Donald Ray Pollock dropped out of high school at the age of 17 to work in a meatpacking plant. He then spent 32 years working in a paper mill before quitting to pursue his dream of becoming a writer.
/ Courtesy Donald Ray Pollock
/
Courtesy Donald Ray Pollock
Donald Ray Pollock dropped out of high school at the age of 17 to work in a meatpacking plant. He then spent 32 years working in a paper mill before quitting to pursue his dream of becoming a writer.

Pollock tells Fresh Air's Terry Gross that the violent themes and broken families that make up his stories are a lot like the people he grew up around in blue-collar Knockemstiff.

"I saw a lot of fathers who were drinkers and hellraisers, and didn't treat their families very well," he says. "So fathers have a rough time in my work. And I was a father. ... And I have always felt that I wasn't as good as I could have been. So that's the best [explanation] I can give for why I do what I do."

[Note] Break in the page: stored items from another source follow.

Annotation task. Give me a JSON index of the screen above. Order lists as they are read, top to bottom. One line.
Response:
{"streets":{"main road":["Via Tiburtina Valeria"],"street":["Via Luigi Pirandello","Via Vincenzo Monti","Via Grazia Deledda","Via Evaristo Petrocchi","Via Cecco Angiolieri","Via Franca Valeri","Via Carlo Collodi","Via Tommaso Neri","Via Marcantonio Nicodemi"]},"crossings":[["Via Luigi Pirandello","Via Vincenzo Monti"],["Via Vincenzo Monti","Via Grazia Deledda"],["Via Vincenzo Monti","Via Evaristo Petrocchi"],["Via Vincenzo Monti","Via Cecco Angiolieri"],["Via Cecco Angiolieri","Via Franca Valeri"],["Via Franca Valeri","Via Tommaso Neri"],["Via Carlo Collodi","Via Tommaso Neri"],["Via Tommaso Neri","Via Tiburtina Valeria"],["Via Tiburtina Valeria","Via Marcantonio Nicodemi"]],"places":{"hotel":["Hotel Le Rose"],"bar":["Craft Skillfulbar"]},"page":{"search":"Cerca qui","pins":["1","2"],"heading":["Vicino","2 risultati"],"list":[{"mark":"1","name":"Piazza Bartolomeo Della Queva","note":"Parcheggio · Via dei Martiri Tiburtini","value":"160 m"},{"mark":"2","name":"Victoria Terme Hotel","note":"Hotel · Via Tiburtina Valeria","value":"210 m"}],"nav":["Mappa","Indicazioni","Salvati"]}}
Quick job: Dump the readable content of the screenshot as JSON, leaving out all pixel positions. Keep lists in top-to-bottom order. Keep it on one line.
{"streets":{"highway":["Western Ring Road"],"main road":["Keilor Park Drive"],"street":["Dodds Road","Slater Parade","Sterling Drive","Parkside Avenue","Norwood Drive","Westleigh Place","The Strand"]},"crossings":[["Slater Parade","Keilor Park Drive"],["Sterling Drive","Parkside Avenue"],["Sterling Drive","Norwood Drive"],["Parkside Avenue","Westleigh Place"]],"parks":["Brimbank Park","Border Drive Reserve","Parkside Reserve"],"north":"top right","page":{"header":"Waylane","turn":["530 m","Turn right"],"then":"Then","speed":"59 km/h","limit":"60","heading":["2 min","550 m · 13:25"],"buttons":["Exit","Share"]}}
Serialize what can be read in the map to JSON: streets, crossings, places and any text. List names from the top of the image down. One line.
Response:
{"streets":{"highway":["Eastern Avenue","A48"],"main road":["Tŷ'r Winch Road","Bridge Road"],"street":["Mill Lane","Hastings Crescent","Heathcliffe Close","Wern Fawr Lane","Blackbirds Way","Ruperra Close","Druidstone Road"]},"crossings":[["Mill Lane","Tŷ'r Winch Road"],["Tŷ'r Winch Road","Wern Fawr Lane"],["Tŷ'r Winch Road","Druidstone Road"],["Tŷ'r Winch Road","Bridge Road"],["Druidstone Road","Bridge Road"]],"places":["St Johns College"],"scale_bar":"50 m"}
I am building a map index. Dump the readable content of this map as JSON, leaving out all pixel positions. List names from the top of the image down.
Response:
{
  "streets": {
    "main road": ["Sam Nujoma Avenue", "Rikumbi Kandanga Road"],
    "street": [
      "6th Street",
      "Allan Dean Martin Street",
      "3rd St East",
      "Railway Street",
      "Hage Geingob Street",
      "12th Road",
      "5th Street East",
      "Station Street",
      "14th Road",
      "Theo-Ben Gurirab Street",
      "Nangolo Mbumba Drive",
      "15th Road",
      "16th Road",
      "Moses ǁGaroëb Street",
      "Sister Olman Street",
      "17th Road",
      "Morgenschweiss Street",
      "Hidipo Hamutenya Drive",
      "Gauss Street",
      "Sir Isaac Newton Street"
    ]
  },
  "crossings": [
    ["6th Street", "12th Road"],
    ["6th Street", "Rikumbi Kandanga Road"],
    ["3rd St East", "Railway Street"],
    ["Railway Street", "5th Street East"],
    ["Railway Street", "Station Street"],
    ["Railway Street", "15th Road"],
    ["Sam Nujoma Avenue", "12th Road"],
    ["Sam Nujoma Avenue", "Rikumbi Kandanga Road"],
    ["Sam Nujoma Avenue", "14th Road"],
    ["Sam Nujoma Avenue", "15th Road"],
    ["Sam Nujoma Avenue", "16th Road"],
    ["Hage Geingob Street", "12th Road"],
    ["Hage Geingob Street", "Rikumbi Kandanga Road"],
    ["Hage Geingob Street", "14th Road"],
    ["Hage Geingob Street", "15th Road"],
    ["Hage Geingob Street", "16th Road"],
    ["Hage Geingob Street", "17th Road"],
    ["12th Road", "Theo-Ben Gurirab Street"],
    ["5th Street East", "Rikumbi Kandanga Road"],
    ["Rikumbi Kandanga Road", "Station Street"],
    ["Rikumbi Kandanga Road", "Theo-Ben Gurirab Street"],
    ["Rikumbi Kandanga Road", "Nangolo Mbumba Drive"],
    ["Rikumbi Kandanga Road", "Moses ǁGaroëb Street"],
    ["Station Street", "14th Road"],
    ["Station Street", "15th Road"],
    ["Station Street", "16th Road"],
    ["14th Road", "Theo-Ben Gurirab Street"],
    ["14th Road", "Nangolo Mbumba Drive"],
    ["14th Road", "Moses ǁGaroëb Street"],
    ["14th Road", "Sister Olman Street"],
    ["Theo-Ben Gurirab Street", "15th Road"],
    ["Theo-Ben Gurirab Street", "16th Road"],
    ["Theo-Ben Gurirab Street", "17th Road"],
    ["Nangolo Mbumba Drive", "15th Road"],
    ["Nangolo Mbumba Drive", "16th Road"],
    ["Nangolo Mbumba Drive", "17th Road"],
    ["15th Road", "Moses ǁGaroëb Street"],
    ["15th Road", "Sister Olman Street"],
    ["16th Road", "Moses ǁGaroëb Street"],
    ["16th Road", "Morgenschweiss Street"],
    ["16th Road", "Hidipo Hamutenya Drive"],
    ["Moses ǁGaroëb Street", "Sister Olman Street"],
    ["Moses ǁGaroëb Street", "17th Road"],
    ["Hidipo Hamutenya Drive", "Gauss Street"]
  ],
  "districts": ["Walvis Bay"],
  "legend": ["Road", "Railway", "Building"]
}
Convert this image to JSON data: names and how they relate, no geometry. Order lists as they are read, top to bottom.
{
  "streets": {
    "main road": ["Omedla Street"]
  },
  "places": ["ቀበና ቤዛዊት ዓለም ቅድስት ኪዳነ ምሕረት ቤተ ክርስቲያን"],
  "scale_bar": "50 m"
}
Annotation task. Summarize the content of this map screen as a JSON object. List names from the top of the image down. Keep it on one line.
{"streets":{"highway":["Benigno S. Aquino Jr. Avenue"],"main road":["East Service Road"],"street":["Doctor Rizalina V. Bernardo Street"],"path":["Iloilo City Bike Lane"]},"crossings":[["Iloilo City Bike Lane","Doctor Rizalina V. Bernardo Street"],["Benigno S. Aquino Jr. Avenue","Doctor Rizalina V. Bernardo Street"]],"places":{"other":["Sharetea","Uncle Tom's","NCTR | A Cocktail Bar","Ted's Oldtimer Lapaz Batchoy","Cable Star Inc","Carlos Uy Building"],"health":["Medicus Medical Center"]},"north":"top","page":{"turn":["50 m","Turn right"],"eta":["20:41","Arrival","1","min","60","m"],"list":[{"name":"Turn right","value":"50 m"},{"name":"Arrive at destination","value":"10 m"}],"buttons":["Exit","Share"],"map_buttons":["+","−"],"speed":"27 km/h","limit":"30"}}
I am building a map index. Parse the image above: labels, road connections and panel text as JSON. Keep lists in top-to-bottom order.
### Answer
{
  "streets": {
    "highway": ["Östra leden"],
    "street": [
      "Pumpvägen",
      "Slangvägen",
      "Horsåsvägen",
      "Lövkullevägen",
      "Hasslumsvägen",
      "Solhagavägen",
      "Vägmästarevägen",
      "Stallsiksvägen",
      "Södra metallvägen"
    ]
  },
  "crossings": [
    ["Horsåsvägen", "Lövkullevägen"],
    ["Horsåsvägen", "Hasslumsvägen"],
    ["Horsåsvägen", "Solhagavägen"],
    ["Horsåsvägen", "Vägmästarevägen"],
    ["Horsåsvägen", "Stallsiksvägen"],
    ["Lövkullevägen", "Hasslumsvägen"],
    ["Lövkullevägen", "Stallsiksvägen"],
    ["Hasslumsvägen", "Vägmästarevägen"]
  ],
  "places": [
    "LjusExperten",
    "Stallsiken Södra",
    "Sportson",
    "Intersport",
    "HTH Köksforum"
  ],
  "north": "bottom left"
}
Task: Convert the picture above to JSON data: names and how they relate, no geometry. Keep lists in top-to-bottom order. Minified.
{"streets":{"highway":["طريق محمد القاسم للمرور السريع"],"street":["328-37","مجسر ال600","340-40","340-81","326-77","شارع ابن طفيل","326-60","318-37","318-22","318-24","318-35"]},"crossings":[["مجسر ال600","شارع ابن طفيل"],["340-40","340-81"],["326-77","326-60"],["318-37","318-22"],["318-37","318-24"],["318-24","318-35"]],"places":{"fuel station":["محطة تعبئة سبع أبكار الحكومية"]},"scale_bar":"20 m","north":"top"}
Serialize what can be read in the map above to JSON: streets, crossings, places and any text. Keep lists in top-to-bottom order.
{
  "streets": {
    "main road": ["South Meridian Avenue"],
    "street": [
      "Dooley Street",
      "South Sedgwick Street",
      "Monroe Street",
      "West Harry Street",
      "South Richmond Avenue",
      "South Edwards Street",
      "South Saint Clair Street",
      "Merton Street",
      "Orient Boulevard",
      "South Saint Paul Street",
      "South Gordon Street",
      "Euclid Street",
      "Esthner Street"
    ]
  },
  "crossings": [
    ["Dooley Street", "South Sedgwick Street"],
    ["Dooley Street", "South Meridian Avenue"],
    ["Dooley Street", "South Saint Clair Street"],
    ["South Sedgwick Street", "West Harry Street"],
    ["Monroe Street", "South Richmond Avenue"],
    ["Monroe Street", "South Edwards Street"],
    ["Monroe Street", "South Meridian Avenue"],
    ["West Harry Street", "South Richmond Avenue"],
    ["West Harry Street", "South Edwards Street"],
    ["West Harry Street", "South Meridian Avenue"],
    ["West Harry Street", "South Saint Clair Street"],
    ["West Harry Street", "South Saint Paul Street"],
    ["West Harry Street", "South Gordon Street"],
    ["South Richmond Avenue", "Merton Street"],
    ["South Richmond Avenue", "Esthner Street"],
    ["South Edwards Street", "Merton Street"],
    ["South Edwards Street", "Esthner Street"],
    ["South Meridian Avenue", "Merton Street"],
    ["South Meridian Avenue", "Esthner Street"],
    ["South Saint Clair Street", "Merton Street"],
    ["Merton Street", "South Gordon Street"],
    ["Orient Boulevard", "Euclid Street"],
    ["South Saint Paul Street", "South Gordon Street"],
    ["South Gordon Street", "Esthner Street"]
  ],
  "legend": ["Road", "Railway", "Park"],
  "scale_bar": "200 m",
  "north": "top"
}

When he first started writing, Pollock says he typed out a story by another famous writer at least once a week in order to learn how to put dialogue together and move from scene to scene.

"John Cheever, Hemingway, Flannery O'Connor, Richard Yates, Denis Johnson, and the list goes on and on," he says. "If the story wasn't overly long, I'd type it out. And I'd carry it around with me for a week and jot notes on it, and then I'd throw it away and do another one."

At first, Pollock says he tried to emulate the subject matter in stories by authors like Cheever and Hemingway.

"I would try to write my own story about some East Coast suburbanite having an affair or something like that," he says. "So I did that for maybe two years or so, and it just wasn't working for me at all. Then finally I wrote a story called Back Teen. It's a very short story, and it's about these two losers sitting in a doughnut shop. And that was the first thing I had written that I thought wasn't too bad. So then I just increasingly started focusing on the people that I knew about instead of nurses, lawyers and other people I had no idea what to write about."

Pollock graduated from the MFA program at Ohio State University in 2009. He received the 2009 PEN/Robert Bingham Award and the 2009 Devil's Kitchen Award in Prose for Knockemstiff. His work has also appeared in PEN America, Boulevard, The Journal, Third Coast, The New York Times and Granta.